▸ **TASK DESCRIPTION**: All lines from the entries below that contain the string "Transcribe" should be copied out.

▸ **RECORDS SHOWN**:

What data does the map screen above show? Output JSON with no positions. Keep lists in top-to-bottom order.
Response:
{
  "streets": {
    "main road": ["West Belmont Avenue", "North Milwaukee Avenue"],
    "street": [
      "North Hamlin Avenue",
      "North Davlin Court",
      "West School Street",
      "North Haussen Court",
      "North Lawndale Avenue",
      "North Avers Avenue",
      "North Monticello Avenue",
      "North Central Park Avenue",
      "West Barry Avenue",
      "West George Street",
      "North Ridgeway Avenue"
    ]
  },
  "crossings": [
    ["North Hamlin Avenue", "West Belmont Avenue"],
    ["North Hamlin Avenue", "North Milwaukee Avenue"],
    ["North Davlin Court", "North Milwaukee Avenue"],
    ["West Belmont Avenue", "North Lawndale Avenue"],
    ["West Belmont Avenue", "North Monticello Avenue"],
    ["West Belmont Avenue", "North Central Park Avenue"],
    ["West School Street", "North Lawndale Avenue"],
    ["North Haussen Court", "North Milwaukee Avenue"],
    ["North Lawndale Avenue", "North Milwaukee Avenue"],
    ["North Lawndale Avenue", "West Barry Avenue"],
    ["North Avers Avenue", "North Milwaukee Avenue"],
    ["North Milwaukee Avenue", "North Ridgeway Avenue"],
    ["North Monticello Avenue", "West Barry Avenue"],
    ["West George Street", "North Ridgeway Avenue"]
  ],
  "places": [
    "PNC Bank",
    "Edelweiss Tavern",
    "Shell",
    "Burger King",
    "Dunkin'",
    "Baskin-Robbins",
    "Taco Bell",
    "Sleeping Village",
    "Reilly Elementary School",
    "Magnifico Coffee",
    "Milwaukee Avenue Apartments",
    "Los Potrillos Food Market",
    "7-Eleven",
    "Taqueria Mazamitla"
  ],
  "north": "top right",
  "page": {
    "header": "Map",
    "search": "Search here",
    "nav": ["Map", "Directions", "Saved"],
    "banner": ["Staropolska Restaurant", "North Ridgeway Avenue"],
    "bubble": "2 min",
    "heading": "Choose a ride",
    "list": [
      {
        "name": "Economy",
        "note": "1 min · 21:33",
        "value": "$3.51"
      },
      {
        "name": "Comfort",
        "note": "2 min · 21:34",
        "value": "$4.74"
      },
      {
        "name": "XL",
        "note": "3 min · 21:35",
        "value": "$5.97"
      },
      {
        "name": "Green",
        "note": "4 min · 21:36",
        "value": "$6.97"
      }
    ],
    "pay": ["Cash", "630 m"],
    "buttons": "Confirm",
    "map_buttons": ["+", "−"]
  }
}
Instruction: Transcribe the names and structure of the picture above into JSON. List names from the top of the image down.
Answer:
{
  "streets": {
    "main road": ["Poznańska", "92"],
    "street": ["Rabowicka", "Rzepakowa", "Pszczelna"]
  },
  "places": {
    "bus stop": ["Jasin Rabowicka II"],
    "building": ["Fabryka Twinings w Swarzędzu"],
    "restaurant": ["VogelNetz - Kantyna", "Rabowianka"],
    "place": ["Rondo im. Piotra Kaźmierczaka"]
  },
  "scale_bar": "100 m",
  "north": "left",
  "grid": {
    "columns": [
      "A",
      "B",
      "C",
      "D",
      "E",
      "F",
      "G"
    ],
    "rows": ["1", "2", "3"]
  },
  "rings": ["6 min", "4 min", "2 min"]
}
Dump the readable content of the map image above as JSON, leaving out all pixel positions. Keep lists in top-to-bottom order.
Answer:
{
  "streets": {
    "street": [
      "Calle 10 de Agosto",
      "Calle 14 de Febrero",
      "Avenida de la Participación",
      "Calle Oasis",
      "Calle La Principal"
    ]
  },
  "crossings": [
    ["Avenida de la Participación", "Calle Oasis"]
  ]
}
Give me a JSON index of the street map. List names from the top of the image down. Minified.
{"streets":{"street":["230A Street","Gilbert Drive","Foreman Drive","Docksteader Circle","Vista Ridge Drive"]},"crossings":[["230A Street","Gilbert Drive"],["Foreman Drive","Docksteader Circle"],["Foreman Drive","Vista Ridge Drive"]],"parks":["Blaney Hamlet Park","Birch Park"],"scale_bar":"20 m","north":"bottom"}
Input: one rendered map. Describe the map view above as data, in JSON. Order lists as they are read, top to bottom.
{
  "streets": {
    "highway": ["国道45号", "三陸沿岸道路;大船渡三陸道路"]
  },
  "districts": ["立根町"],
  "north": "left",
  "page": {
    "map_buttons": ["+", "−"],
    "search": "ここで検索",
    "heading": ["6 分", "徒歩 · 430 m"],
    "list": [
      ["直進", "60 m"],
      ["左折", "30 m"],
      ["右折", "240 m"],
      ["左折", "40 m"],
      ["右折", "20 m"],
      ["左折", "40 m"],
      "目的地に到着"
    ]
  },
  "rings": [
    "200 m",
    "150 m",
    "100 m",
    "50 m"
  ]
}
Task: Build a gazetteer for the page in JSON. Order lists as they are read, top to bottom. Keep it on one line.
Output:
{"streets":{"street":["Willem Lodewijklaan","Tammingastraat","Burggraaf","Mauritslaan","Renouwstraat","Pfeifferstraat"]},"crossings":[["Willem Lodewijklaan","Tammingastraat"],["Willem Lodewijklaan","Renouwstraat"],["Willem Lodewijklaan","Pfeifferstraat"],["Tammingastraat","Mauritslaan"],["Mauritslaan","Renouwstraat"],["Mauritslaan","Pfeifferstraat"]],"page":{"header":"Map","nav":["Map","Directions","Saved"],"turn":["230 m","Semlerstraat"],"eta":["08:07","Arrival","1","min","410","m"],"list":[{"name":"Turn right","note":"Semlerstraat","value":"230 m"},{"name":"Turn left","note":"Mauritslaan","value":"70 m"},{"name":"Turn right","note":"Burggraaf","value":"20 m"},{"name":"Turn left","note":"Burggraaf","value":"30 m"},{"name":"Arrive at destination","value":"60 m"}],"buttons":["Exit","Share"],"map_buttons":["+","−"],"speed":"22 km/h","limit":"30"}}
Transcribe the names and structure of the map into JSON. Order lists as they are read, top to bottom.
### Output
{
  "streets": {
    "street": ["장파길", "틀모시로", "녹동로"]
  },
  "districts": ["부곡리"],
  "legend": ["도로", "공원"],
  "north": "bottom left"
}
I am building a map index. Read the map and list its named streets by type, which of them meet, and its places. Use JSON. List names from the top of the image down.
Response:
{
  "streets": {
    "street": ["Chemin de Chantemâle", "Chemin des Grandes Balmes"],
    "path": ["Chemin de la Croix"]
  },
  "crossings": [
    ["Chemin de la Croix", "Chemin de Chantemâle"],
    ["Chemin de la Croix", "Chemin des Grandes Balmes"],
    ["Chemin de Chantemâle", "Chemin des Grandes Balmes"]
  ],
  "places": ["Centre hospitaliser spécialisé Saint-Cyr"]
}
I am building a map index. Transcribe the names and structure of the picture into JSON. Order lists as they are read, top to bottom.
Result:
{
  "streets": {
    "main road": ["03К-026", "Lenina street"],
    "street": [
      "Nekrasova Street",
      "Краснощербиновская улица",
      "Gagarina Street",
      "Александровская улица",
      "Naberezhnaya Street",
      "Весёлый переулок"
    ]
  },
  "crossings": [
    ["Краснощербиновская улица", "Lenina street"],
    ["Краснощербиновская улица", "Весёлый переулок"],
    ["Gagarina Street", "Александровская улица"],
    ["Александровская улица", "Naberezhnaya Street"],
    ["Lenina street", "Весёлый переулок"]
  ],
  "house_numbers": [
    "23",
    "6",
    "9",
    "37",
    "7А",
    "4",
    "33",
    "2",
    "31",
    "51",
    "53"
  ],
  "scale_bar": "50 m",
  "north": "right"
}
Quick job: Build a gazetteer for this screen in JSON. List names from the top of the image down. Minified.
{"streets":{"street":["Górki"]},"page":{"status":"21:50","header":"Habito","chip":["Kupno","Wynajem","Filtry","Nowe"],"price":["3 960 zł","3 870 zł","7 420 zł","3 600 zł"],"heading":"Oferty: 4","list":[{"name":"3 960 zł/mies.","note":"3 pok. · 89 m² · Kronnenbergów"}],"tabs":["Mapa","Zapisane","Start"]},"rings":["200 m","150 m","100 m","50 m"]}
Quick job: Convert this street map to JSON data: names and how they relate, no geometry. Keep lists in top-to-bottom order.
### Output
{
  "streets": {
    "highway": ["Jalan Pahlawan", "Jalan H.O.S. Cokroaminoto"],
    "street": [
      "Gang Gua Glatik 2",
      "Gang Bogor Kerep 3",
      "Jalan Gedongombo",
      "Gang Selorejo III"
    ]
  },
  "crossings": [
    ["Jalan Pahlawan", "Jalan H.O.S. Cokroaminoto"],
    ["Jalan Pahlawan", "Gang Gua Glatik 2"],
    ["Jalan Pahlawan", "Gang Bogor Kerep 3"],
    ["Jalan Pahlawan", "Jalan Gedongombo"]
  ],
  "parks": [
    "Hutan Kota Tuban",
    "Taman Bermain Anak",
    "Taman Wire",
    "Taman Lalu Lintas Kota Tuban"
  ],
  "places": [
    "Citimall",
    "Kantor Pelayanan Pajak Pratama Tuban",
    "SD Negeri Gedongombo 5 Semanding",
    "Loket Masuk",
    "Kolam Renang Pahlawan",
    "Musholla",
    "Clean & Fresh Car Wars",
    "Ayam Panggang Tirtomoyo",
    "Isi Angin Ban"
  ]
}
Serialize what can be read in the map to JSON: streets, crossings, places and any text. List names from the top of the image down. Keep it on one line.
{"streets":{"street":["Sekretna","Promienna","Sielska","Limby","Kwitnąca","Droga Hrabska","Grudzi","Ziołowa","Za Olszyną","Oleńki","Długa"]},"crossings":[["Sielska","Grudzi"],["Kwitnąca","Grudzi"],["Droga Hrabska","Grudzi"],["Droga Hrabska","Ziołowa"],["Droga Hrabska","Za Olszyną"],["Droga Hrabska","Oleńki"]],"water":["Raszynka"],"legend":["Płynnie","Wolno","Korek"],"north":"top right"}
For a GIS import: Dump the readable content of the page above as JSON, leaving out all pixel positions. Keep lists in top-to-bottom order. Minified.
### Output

▸ **SOLUTION FOR THIS PROBLEM**:
Instruction: Transcribe the names and structure of the picture above into JSON. List names from the top of the image down.
Transcribe the names and structure of the map into JSON. Order lists as they are read, top to bottom.
I am building a map index. Transcribe the names and structure of the picture into JSON. Order lists as they are read, top to bottom.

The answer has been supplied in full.